# Replication of Main Figures / Tables

**Note**: See `README.md` in the main folder if you have not already, for instructions on how to generate the experiment results that this notebook uses.

This notebook will replicate tables in the main paper, and generate data for plotting figures, which is done via separate `R` scripts. 

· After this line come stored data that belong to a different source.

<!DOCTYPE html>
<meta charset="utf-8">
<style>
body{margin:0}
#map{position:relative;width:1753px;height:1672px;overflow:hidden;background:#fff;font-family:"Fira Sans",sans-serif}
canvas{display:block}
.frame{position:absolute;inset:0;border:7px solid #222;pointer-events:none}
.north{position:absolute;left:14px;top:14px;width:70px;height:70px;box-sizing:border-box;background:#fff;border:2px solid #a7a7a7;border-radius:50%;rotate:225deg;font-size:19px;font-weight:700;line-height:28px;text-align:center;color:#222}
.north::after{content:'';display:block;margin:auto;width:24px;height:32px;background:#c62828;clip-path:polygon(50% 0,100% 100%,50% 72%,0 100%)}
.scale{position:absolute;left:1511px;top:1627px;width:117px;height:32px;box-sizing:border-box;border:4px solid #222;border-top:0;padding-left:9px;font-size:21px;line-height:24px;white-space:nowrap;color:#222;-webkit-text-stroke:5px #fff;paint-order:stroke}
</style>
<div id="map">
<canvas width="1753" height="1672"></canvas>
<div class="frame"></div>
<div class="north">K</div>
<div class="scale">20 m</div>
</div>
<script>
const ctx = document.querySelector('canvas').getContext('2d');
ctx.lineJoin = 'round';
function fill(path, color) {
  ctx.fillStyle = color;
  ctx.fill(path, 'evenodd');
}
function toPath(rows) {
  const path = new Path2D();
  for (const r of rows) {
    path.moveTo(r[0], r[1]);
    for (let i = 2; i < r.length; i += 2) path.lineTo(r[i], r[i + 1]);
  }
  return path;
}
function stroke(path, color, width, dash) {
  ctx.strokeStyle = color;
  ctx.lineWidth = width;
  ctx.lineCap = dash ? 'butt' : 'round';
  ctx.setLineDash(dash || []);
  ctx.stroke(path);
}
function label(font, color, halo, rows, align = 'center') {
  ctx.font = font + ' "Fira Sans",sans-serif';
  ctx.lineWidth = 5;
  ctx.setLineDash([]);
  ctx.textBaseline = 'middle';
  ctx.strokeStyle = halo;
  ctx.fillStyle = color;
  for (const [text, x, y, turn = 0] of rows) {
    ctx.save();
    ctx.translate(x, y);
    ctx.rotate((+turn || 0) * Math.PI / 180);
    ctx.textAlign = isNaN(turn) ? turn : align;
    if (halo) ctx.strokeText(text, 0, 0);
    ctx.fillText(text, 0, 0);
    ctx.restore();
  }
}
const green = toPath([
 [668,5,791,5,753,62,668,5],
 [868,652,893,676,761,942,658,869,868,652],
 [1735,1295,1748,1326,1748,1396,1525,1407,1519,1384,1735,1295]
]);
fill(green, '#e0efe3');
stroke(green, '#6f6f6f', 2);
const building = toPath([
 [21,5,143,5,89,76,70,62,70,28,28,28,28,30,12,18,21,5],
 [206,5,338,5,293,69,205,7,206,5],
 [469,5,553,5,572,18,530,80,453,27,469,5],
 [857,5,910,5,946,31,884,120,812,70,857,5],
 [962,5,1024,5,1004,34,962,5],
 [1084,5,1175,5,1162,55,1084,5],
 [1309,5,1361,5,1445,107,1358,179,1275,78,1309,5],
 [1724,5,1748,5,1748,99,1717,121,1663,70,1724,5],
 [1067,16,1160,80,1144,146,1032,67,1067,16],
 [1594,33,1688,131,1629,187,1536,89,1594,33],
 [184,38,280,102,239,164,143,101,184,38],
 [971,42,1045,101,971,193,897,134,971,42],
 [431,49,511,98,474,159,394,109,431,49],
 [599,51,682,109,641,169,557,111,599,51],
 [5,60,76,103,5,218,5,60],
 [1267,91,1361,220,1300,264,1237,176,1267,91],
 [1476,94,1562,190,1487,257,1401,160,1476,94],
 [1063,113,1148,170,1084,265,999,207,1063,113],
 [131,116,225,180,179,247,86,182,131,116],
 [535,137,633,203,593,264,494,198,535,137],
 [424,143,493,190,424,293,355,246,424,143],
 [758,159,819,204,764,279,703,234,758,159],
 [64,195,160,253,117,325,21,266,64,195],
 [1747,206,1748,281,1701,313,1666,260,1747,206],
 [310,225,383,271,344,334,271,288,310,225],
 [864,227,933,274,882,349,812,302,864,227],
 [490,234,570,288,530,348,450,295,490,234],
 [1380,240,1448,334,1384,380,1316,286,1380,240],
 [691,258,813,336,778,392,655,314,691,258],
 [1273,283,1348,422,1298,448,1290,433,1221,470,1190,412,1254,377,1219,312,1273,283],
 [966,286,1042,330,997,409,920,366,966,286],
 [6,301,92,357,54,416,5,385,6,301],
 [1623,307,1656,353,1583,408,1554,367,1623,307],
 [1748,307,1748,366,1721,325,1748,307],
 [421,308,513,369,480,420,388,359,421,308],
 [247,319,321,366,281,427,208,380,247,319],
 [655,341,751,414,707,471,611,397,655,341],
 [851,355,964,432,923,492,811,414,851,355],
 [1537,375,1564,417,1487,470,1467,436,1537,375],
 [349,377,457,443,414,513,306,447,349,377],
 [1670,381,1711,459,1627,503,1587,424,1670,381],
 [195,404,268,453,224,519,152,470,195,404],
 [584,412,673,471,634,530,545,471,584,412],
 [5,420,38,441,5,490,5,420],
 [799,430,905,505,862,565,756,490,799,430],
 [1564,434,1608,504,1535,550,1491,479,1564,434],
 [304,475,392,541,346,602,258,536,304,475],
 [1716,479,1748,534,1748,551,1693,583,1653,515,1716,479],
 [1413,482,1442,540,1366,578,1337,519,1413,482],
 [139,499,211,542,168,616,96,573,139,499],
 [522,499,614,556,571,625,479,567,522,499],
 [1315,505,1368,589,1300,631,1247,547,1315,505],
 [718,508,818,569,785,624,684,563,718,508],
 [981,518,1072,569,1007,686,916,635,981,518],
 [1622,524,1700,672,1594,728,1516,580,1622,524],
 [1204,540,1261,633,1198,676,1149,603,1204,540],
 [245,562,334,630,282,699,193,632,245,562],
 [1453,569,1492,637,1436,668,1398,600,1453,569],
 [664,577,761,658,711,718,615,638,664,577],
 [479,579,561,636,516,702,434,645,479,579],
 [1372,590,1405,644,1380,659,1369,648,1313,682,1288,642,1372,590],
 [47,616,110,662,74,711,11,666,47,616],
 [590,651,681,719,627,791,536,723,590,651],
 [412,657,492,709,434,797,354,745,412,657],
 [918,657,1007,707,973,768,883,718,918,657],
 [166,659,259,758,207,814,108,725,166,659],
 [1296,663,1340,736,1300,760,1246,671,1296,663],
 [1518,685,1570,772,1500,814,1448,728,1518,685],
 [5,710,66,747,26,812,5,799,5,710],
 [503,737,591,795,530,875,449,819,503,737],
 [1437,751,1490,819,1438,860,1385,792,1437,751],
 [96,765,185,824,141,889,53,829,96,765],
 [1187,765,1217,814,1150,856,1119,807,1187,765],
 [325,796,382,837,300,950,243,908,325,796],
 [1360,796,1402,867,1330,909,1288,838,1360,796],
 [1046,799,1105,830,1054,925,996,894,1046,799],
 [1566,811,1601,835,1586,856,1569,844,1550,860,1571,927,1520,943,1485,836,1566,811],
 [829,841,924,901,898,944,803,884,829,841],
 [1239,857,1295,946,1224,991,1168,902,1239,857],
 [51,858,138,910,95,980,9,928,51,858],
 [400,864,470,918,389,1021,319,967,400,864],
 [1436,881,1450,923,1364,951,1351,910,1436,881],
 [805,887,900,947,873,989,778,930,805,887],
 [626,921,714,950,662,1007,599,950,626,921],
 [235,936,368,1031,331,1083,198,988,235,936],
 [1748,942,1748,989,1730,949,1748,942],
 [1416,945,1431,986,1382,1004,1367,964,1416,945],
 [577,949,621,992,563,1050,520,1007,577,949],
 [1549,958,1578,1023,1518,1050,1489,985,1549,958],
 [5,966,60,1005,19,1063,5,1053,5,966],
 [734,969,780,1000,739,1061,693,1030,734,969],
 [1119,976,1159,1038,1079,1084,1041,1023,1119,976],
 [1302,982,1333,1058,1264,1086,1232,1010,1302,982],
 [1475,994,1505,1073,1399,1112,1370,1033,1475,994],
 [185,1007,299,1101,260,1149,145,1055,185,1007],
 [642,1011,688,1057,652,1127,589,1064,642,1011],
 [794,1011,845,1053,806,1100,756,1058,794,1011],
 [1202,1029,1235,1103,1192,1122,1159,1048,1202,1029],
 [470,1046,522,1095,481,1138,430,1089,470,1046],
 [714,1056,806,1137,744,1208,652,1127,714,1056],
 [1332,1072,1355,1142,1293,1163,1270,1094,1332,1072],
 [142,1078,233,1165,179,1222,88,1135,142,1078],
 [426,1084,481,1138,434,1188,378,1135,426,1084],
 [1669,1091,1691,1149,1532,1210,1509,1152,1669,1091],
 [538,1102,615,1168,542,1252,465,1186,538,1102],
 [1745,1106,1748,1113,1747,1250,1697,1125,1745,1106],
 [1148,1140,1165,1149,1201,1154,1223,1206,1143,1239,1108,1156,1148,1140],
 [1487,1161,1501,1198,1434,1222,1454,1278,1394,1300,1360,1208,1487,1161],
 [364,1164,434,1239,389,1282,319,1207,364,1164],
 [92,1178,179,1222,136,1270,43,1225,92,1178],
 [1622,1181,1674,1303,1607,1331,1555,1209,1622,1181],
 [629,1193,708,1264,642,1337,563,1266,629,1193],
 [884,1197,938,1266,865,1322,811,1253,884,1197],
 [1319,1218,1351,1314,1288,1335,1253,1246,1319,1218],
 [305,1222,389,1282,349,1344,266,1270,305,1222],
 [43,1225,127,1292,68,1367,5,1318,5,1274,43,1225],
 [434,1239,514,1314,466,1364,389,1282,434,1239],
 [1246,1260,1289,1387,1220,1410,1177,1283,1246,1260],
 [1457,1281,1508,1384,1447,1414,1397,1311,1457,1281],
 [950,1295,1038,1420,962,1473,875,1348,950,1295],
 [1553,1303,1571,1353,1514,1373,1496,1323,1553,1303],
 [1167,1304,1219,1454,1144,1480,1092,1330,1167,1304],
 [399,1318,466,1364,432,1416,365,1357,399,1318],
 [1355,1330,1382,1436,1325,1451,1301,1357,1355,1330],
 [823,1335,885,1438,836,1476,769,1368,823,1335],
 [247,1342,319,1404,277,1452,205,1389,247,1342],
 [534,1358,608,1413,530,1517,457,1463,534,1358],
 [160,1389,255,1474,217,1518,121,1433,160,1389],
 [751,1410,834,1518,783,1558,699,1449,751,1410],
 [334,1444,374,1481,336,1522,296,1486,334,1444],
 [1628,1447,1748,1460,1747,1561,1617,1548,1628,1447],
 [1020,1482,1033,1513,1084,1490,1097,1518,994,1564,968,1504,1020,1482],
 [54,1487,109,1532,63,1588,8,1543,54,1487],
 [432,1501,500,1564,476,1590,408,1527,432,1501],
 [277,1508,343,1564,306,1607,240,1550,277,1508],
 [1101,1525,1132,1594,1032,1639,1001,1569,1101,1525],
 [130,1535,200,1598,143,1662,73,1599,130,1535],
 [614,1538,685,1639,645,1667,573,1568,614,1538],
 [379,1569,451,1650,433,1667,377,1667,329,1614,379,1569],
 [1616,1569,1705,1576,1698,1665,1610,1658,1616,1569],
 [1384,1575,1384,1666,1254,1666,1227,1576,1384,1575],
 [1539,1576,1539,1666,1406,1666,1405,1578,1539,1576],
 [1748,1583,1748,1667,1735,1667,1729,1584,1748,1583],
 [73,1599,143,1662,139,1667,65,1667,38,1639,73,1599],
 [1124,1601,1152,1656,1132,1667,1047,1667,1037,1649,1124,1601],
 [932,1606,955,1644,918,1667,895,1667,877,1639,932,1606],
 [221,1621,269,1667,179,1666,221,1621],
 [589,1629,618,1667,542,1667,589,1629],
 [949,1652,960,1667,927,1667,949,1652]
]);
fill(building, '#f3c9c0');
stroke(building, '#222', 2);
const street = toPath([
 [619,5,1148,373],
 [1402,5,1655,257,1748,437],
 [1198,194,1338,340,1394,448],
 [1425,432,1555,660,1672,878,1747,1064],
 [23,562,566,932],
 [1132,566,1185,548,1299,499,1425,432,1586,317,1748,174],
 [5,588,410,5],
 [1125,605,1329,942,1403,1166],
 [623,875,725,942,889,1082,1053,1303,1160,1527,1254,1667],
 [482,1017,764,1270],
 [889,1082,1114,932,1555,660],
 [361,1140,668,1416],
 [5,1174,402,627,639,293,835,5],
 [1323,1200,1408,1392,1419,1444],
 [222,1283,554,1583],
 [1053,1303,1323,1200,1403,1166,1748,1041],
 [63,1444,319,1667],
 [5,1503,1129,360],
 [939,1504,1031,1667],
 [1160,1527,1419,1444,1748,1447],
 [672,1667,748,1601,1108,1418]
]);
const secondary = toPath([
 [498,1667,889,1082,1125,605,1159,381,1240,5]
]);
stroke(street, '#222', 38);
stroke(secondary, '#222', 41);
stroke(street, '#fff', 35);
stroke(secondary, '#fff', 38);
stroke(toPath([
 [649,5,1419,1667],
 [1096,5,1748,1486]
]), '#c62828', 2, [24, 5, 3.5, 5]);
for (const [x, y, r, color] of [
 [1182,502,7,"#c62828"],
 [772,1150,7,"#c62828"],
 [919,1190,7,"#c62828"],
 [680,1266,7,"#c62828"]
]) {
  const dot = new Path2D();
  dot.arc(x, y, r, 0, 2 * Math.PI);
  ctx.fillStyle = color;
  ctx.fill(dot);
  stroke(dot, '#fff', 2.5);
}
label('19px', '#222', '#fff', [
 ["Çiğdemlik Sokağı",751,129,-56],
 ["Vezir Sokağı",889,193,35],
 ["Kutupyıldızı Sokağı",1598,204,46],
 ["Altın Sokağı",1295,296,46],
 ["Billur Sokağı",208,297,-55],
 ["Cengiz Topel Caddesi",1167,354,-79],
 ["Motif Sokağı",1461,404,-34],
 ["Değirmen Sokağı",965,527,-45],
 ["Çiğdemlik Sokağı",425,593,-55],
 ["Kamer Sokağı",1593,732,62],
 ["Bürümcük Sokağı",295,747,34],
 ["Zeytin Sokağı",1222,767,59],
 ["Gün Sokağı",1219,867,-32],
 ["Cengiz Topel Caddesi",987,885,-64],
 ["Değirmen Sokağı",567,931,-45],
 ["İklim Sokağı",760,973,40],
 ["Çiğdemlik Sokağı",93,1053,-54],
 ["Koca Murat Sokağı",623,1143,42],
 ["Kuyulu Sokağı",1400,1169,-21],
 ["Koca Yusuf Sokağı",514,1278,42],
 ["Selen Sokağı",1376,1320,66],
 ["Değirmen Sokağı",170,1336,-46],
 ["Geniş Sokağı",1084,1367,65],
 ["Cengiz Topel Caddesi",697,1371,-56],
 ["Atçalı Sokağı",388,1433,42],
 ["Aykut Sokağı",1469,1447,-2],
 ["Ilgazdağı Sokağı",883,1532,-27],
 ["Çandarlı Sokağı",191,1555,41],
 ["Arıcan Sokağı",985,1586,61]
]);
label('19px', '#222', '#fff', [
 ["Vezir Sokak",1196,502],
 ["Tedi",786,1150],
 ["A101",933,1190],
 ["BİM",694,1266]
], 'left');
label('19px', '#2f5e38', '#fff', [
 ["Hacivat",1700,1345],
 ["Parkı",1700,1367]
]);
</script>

After running this notebook end-to-end, run `plot_all.sh` which will run all of the relevant `R` scripts (`plot_figure_[2-5].R` and `plot_figure_s[2-3].R`) and populate `./figures/` with the relevant figures.

In [None]:
# This flag can be set to use the same hyperparameters and thresholds 
# as in our published work.  Due to differences in features (described in README.md), there are still
# some minor differences, but this will more closely replicate our published results
USE_REP_HP = True

In [None]:
import numpy as np
import pandas as pd
import os
import sys
from pathlib import Path

DATA_PATH = os.environ['DATA_PATH']
REPO_HOME = os.environ['REPO_PATH']
sys.path.insert(0, REPO_HOME)

EXP_PATH = os.environ['EXP_RESULT_PATH']
THRESH_TRAIN_PATH = os.environ['THRESHOLD_RESULT_PATH']
TRAIN_MODEL_PATH = os.environ['VAL_OUTCOME_MODEL_PATH']

if USE_REP_HP:
    PRED_PATH = os.environ['TEST_OUTCOME_MODEL_PATH_REP']
else:
    PRED_PATH = os.environ['TEST_OUTCOME_MODEL_PATH']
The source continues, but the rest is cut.